--- Input for this task ---
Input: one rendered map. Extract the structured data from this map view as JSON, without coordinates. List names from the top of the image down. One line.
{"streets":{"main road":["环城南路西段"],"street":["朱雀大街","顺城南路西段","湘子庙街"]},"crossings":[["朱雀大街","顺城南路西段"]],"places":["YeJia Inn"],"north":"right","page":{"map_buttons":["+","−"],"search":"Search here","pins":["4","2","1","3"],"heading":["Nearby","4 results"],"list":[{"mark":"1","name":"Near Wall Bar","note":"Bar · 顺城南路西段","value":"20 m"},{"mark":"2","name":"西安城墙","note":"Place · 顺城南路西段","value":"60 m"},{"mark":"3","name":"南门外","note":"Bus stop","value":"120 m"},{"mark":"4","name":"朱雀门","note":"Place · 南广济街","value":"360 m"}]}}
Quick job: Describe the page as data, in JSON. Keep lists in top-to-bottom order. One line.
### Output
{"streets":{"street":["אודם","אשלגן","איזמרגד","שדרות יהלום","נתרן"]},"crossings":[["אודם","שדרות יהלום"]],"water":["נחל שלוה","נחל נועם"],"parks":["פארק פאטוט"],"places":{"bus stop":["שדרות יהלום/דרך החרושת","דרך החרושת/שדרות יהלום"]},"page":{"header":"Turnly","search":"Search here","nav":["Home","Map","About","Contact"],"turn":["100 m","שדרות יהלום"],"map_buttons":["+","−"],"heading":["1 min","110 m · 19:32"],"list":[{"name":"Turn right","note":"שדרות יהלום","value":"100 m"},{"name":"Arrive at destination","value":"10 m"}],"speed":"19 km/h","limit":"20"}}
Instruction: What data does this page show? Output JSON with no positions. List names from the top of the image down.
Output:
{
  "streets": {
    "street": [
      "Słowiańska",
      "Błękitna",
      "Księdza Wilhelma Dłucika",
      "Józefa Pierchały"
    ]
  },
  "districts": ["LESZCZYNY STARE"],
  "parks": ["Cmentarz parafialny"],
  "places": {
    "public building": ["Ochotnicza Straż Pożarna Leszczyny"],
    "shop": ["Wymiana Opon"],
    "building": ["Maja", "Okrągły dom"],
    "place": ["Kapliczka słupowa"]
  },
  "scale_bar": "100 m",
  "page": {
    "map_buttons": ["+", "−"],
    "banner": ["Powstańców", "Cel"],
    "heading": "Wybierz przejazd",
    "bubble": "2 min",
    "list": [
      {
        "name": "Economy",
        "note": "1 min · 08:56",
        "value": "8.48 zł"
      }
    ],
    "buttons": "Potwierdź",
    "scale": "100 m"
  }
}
---
### Work request
The records above are to be repeated in full, word for word.

### Task output
Input: one rendered map. Extract the structured data from this map view as JSON, without coordinates. List names from the top of the image down. One line.
{"streets":{"main road":["环城南路西段"],"street":["朱雀大街","顺城南路西段","湘子庙街"]},"crossings":[["朱雀大街","顺城南路西段"]],"places":["YeJia Inn"],"north":"right","page":{"map_buttons":["+","−"],"search":"Search here","pins":["4","2","1","3"],"heading":["Nearby","4 results"],"list":[{"mark":"1","name":"Near Wall Bar","note":"Bar · 顺城南路西段","value":"20 m"},{"mark":"2","name":"西安城墙","note":"Place · 顺城南路西段","value":"60 m"},{"mark":"3","name":"南门外","note":"Bus stop","value":"120 m"},{"mark":"4","name":"朱雀门","note":"Place · 南广济街","value":"360 m"}]}}
Quick job: Describe the page as data, in JSON. Keep lists in top-to-bottom order. One line.
### Output
{"streets":{"street":["אודם","אשלגן","איזמרגד","שדרות יהלום","נתרן"]},"crossings":[["אודם","שדרות יהלום"]],"water":["נחל שלוה","נחל נועם"],"parks":["פארק פאטוט"],"places":{"bus stop":["שדרות יהלום/דרך החרושת","דרך החרושת/שדרות יהלום"]},"page":{"header":"Turnly","search":"Search here","nav":["Home","Map","About","Contact"],"turn":["100 m","שדרות יהלום"],"map_buttons":["+","−"],"heading":["1 min","110 m · 19:32"],"list":[{"name":"Turn right","note":"שדרות יהלום","value":"100 m"},{"name":"Arrive at destination","value":"10 m"}],"speed":"19 km/h","limit":"20"}}
Instruction: What data does this page show? Output JSON with no positions. List names from the top of the image down.
Output:
{
  "streets": {
    "street": [
      "Słowiańska",
      "Błękitna",
      "Księdza Wilhelma Dłucika",
      "Józefa Pierchały"
    ]
  },
  "districts": ["LESZCZYNY STARE"],
  "parks": ["Cmentarz parafialny"],
  "places": {
    "public building": ["Ochotnicza Straż Pożarna Leszczyny"],
    "shop": ["Wymiana Opon"],
    "building": ["Maja", "Okrągły dom"],
    "place": ["Kapliczka słupowa"]
  },
  "scale_bar": "100 m",
  "page": {
    "map_buttons": ["+", "−"],
    "banner": ["Powstańców", "Cel"],
    "heading": "Wybierz przejazd",
    "bubble": "2 min",
    "list": [
      {
        "name": "Economy",
        "note": "1 min · 08:56",
        "value": "8.48 zł"
      }
    ],
    "buttons": "Potwierdź",
    "scale": "100 m"
  }
}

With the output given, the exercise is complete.